We disagree with both assumptions. The Legislature, within two days of its passage of the Whistleblower Act, enacted several special venue statutes under the "permissive" heading that allowed plaintiffs to file suit in the county of their residence. See Act of June 17, 1983, 68th Leg., R.S., ch. 385, § 1, 1983 Tex.Gen.Laws 2119, 2120-23 (codified at TEX.CIV.PRAC & REM.CODE §§ 15.032-.034, 15.036-.037, 15.040). Given these permissive provisions, we cannot conclude that the Legislature's decision to allow plaintiffs to file suit in the county of their residence indicated a desire to make the Whistleblower Act's venue provision mandatory. Also, nothing in the legislative history indicates that by including Travis County as a venue option the Legislature intended the Whistleblower Act's venue provision to be mandatory. In deciding that the Travis County venue provision should be construed as a "safe harbor" or "means or area of protection," 4 the court of appeals cited no other statutes that contained such a provision, and the plain language of the statute as well as the legislative history reveal nothing describing an intent to create such a "safe harbor."
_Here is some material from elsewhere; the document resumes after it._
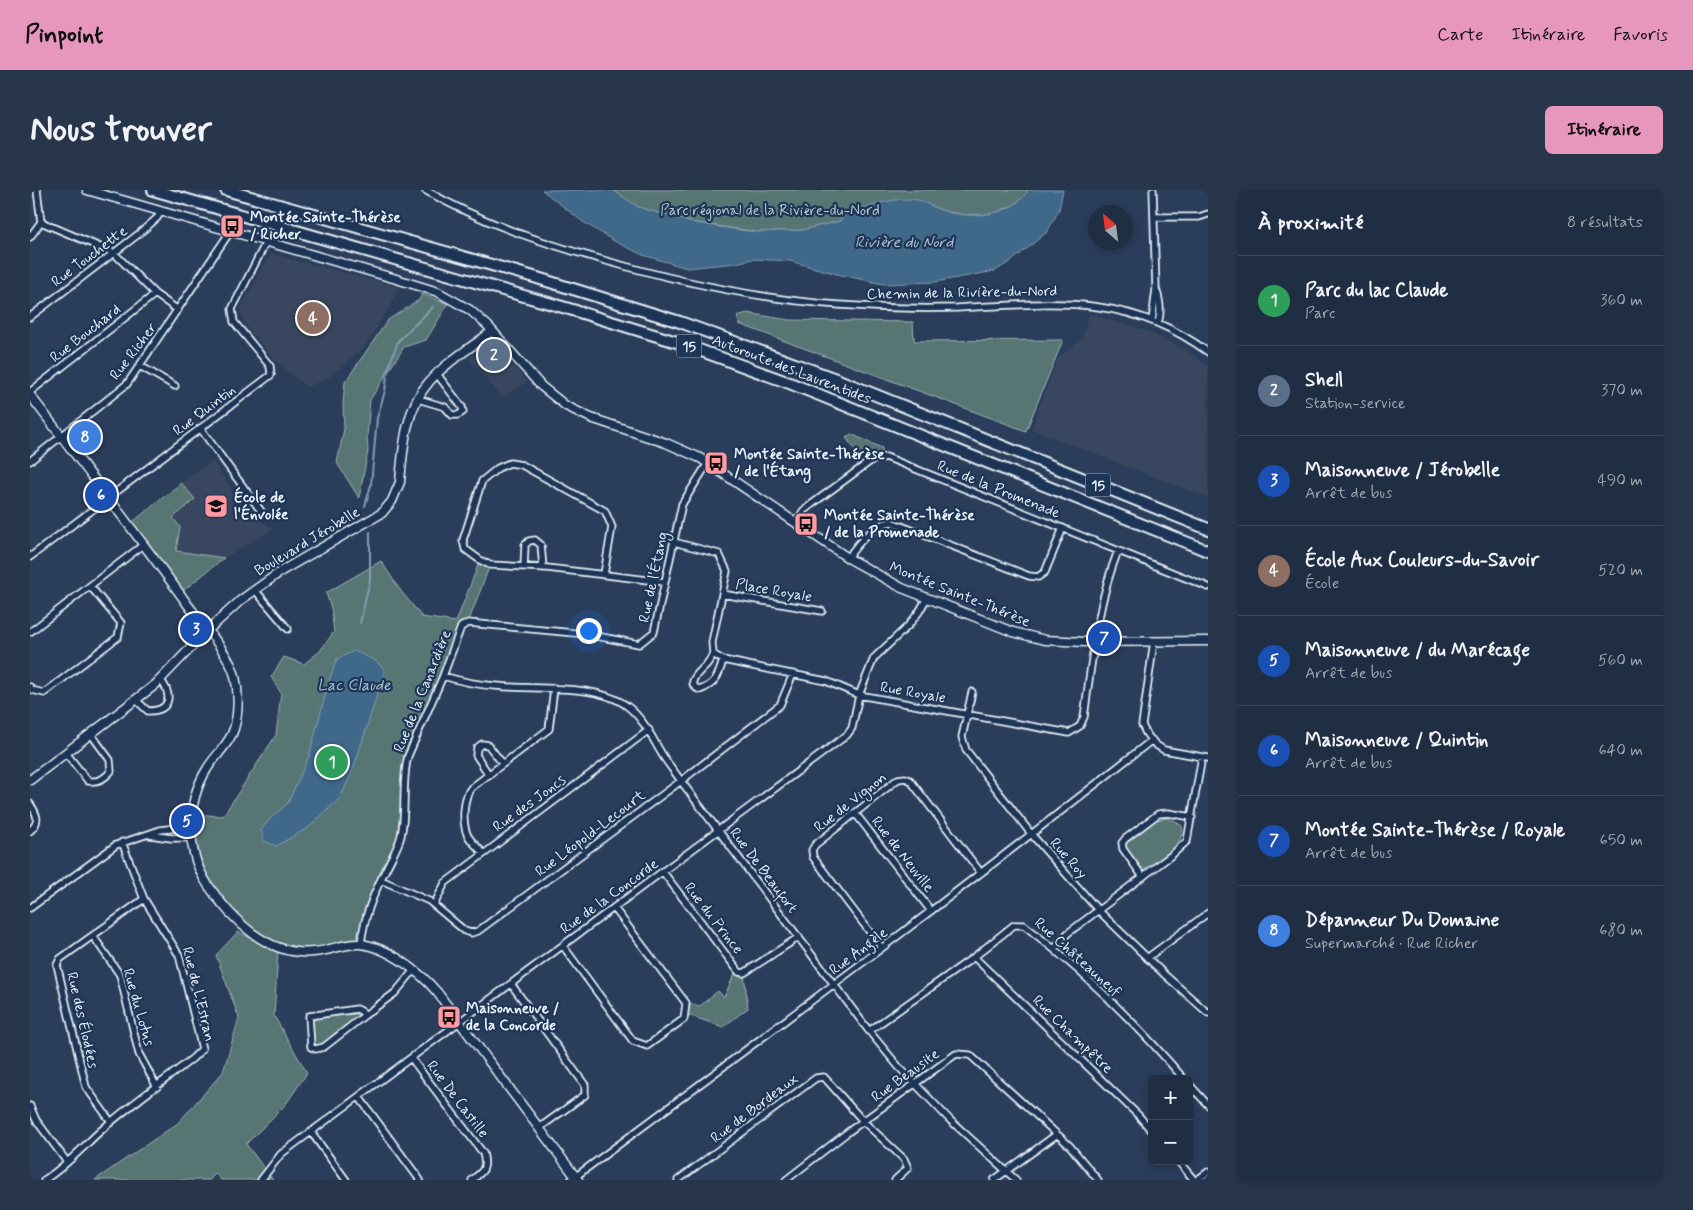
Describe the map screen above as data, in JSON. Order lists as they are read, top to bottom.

Hart and Williams alternatively contend that we should adopt the reasoning contained in the concurring opinion in the court of appeals. See 892 S.W.2d at 930-32 (Powers, J., concurring). The concurring opinion argues that the Whistleblower Act's venue provision mandates exclusive jurisdiction in either the county of the plaintiff's residence or Travis County. See id. The concurring opinion relies on decisions of this Court in which we held that when a statute creates a right and provides a remedy for its enforcement, it has provided an exclusive remedy, and when it confers jurisdiction on a particular court, it has conferred exclusive jurisdiction. See id. at 931 (citing Mingus v. Wadley, 115 Tex. 551, 285 S.W. 1084, 1087 (1926)).

We agree with the concurring opinion that the Whistleblower Act creates a right and provides a remedy unknown to the common law of Texas. However, we see no indication that the Legislature intended the Whistleblower Act's venue provision to be jurisdictional. As the majority opinion in the court of appeals noted, the language of some laws unambiguously indicates that the Legislature intended them to be jurisdictional in nature. See 892 S.W.2d at 917. If the...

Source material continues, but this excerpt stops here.